In the weeks running up to the attack, Behan said she had noticed that someone had been in her room. “At first I thought I was just being paranoid, but bits of money went missing, and things had been moved around. I now know my attacker had entered the room and been stalking me in the period leading up to the attack. I now wish I had followed my instinct and told someone in a position of responsibility.”
Once her attacker had fled, Behan ran down the corridor to call the police in the resort’s reception. She said about 30 policemen arrived soon after, taking her back to the room “where I was asked to strip off and stand in a star jump-like stance whilst they took pictures of me. That was one of the most humiliating aspects of the whole ordeal.”
Behan was taken to the local hospital where a gynaecologist examined her, but she does not know if any forensic evidence was taken. She says no attempt was made to examine her wounds for evidence. When she returned to the room several days later with her parents, “my Mam found a nail of mine on the bed which must have come off in the initial scuffle. So I am not very confident that they examined the room closely.”

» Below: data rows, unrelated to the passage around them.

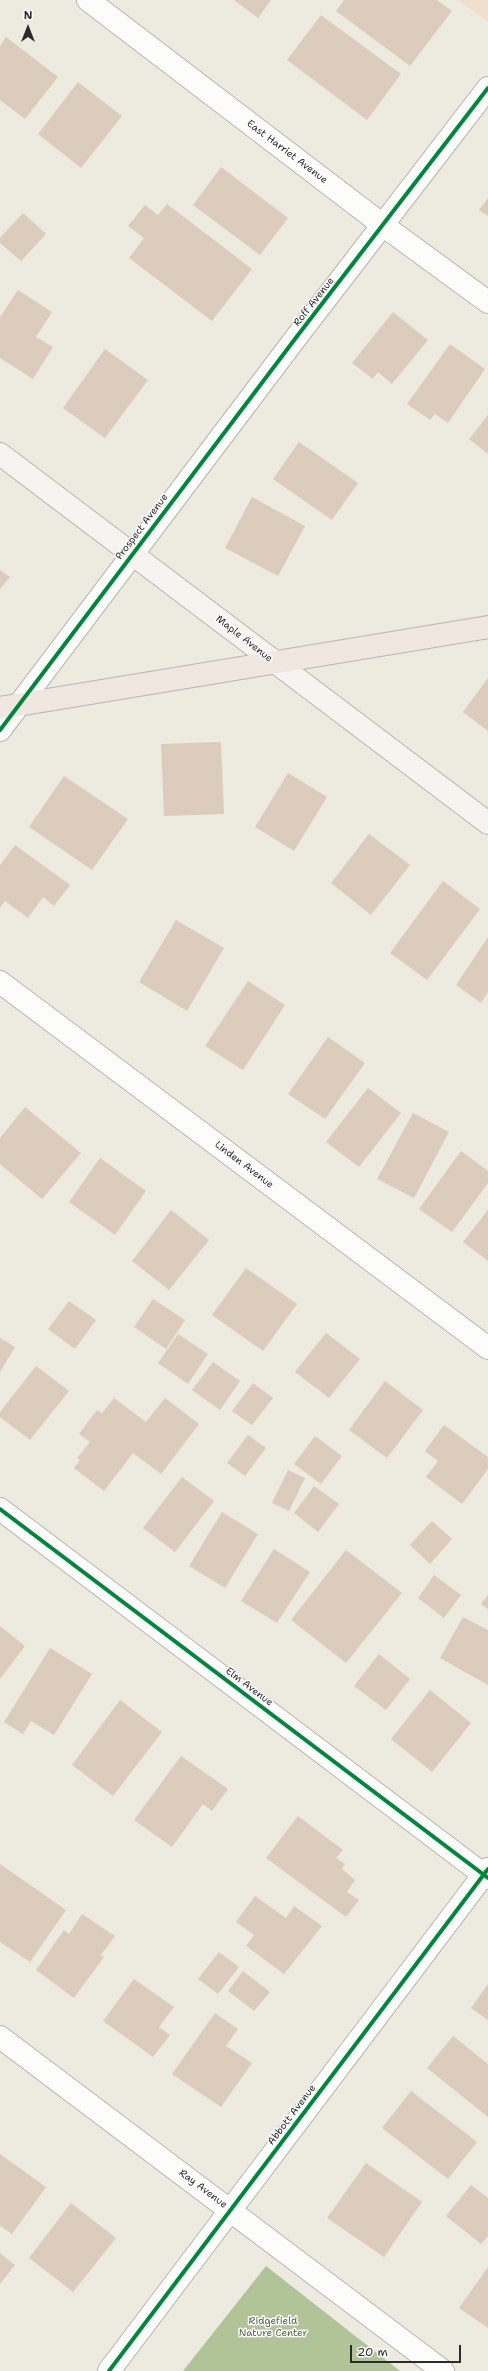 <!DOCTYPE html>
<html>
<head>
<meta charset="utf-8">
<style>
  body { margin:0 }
  #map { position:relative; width:488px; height:2371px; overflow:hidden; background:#edeae0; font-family:"Shantell Sans",sans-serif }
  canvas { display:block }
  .north { position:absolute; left:8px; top:8px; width:40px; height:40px; -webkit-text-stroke:3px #fff; paint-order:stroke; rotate:0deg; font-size:11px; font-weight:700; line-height:16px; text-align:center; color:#2b2b2b }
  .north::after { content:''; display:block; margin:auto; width:14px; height:18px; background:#2b2b2b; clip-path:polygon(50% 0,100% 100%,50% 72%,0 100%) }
  .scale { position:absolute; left:350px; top:2345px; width:111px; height:18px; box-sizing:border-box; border:2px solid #2b2b2b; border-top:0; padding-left:5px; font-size:12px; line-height:14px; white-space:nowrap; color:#2b2b2b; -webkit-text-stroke:3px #fff; paint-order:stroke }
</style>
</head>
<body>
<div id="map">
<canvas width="488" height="2371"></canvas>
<div class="north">N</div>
<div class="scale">20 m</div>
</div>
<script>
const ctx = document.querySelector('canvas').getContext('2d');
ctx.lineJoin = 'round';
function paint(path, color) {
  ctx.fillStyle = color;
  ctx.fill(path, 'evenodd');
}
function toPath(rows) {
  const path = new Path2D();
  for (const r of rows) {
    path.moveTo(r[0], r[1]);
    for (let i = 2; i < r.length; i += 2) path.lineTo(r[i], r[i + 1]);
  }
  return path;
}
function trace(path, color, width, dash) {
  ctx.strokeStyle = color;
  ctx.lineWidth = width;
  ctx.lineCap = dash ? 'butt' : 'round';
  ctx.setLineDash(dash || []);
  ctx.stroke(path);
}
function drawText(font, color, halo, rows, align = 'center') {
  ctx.font = font + ' "Shantell Sans",sans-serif';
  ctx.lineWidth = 3;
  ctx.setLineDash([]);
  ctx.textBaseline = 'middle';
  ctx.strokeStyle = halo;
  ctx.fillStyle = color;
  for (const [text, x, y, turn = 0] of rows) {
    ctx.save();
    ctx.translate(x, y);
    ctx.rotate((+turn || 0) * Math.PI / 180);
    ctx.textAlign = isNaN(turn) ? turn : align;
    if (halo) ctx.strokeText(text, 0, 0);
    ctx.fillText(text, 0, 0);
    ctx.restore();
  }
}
paint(toPath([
  [458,0,488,0,488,21]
]), '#efdfcc');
paint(toPath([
  [266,2266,400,2371,183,2371]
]), '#b1c497');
paint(toPath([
  [234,0,271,0,258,18],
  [344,0,437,0,452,11,410,66,336,11],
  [321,15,401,74,367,120,287,60],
  [6,37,58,77,25,119,0,100,0,46],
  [78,82,122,116,81,168,38,134],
  [221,167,288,218,260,255,193,205],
  [488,198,488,216,479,210],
  [167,204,252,269,212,321,129,258,144,238,128,226,145,205,158,215],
  [23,213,46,234,21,261,0,243,0,238],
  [18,290,52,312,36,337,53,347,33,379,0,358,0,317],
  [393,312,428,340,392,384,378,372,373,379,352,363],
  [450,344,485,369,448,423,435,414,430,420,407,404],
  [105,349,148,380,105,438,63,408],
  [488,415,488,454,469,439],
  [299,442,358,483,332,520,273,479],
  [252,497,305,526,278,576,225,548],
  [0,570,10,577,0,589],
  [488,678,488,731,463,712],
  [221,742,224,814,164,816,161,744],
  [288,773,327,797,294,851,255,827],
  [64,776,128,819,92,870,29,827],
  [369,834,410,865,371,915,331,883],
  [15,845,70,885,54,906,43,897,28,918,5,901,0,908,0,865],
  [443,881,480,909,427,980,390,953],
  [176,920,224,948,187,1011,139,982],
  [488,937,488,992,481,1003,456,985],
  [248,981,285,1005,243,1070,205,1046],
  [328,1037,365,1063,325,1119,288,1094],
  [368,1088,401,1113,359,1167,326,1142],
  [25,1107,81,1153,42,1199,0,1164,0,1138],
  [413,1113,449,1132,414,1198,377,1179],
  [461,1151,488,1171,488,1183,452,1232,419,1209],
  [100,1158,146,1191,115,1235,69,1202],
  [171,1210,209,1240,169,1290,132,1261],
  [488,1210,488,1261,463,1242],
  [246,1268,297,1304,263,1351,212,1315],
  [153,1299,185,1320,166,1349,134,1327],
  [69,1301,96,1320,75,1349,48,1329],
  [326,1333,360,1359,329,1398,295,1372],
  [178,1334,208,1354,188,1384,158,1363],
  [0,1338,15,1347,0,1372],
  [213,1362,240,1381,220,1410,192,1390],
  [36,1366,69,1391,30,1440,0,1417,0,1412],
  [385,1381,423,1410,387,1458,349,1430],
  [253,1383,273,1398,252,1425,232,1411],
  [114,1398,146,1422,165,1398,199,1424,161,1474,133,1453,104,1491,74,1468,80,1460,77,1458,90,1442,79,1434,97,1410,102,1413],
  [444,1425,488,1457,488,1469,462,1504,426,1477,438,1461,425,1451],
  [248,1435,266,1448,245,1476,227,1463],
  [315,1436,342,1456,321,1484,294,1464],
  [288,1470,305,1478,289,1511,272,1503],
  [182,1477,214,1501,175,1552,143,1528],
  [314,1486,339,1504,318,1532,294,1513],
  [222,1512,258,1534,225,1588,189,1566],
  [432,1521,452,1539,430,1564,410,1545],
  [274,1549,310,1572,277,1623,241,1601],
  [346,1550,402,1593,346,1663,291,1620],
  [434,1575,461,1595,444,1618,418,1598],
  [488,1595,488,1609,481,1604],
  [463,1617,488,1630,488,1685,440,1658],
  [0,1626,25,1646,0,1679],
  [50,1648,92,1674,54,1735,31,1721,23,1734,4,1722],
  [379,1654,410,1679,386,1710,354,1686],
  [430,1690,471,1723,432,1772,391,1739],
  [120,1700,162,1732,113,1796,72,1765],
  [181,1756,228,1789,212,1811,203,1804,172,1847,134,1820],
  [298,1816,343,1850,336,1858,345,1864,342,1869,355,1880,347,1892,359,1900,346,1917,266,1858],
  [0,1864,66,1910,30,1962,0,1942],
  [255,1896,286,1918,294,1906,322,1926,284,1974,246,1946,254,1935,236,1922],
  [82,1914,115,1936,101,1955,104,1957,74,1998,36,1970,64,1930,69,1934],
  [219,1952,239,1967,218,1994,198,1979],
  [243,1971,270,1992,254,2011,228,1991],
  [134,1979,174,2007,159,2027,170,2035,153,2057,103,2021],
  [488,1984,488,2020,471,2008],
  [215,2013,238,2029,226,2046,252,2063,221,2107,172,2074],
  [453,2036,488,2064,488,2117,427,2068],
  [411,2091,477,2142,448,2179,382,2128],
  [0,2154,46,2187,12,2234,0,2226],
  [366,2163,422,2202,384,2257,327,2218],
  [471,2185,488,2198,488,2236,481,2244,446,2216],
  [71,2203,116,2238,73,2292,29,2258],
  [0,2253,15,2265,0,2284],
  [488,2267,488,2328,459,2308]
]), '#dbccbe');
const street = toPath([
  [88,0,384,226,488,302],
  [0,730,298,335,488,88],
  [0,982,488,1348],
  [0,1509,488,1878],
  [0,2037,443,2371],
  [109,2371,488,1869]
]);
const secondary = toPath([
  [0,454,488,823]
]);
const primary = toPath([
  [0,708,488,627]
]);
trace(street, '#b7b5ae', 24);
trace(secondary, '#b7b5ae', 24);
trace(primary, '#b7b5ae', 24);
trace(street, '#fcfcfa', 22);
trace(secondary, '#f7f3f0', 22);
trace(primary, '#f0e7e0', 22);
trace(toPath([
  [0,730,298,335,488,88],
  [0,1509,488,1878],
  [109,2371,488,1869]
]), '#00873e', 4);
drawText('10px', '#2b2b2b', '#fff', [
  ["East Harriet Avenue",287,152,37],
  ["Roff Avenue",314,302,-52],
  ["Prospect Avenue",142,527,-53],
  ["Maple Avenue",244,639,38],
  ["Linden Avenue",244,1165,37],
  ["Elm Avenue",249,1687,37],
  ["Abbott Avenue",292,2115,-53],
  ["Ray Avenue",203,2189,37]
]);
drawText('10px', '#545e40', '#fff', [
  ["Ridgefield",273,2321],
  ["Nature Center",273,2333]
]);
</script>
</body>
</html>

Behan added: “I had little hope over the last 16 years that they would find the man who did this. I was told at the time that I should just be quiet, that if I talked about what had happened I would bring bad publicity to the resort and put off the tourists.
“Then I read about the poor American woman who was raped in September 2005 – who I would love to talk to – and the possible link that was being made between her attack and the person who abducted Madeleine McCann, and I was so full of anger, I knew in my gut it was the right thing to do to speak out.
“I think if the police had done their job investigating what happened to me, if this is indeed the same man that attacked the American and abducted Madeleine McCann, they might have prevented the attack on her, and Madeleine would now be at home with her parents.”
German police and London’s Metropolitan police are thought to have identified Brückner – whose name has not been released by the police but has emerged in the German media – as a key suspect in Madeleine’s disappearance. They have appealed to the public for any information and have received about 400 calls.
Behan, who lives in Ireland with her husband and two children, has given a statement to the Met, who informed her they were taking her case seriously and would be contacting Portuguese police. Behan said the Met had informed her that other people had contacted them independently about her attack.
“They offered everything they can do to help me,” she said. “It’s the first time in 16 years that I’ve been offered any help from an official. I live in hope of finally getting closure on an extremely difficult chapter in my life.” She added: “Speaking out about this is difficult, but in my gut I feel it is the right thing to do.”
The Met would not comment on Behan’s case but the force reiterated its appeal for “anyone with information to come forward and speak with us”. Portuguese police have not responded to a request for comment.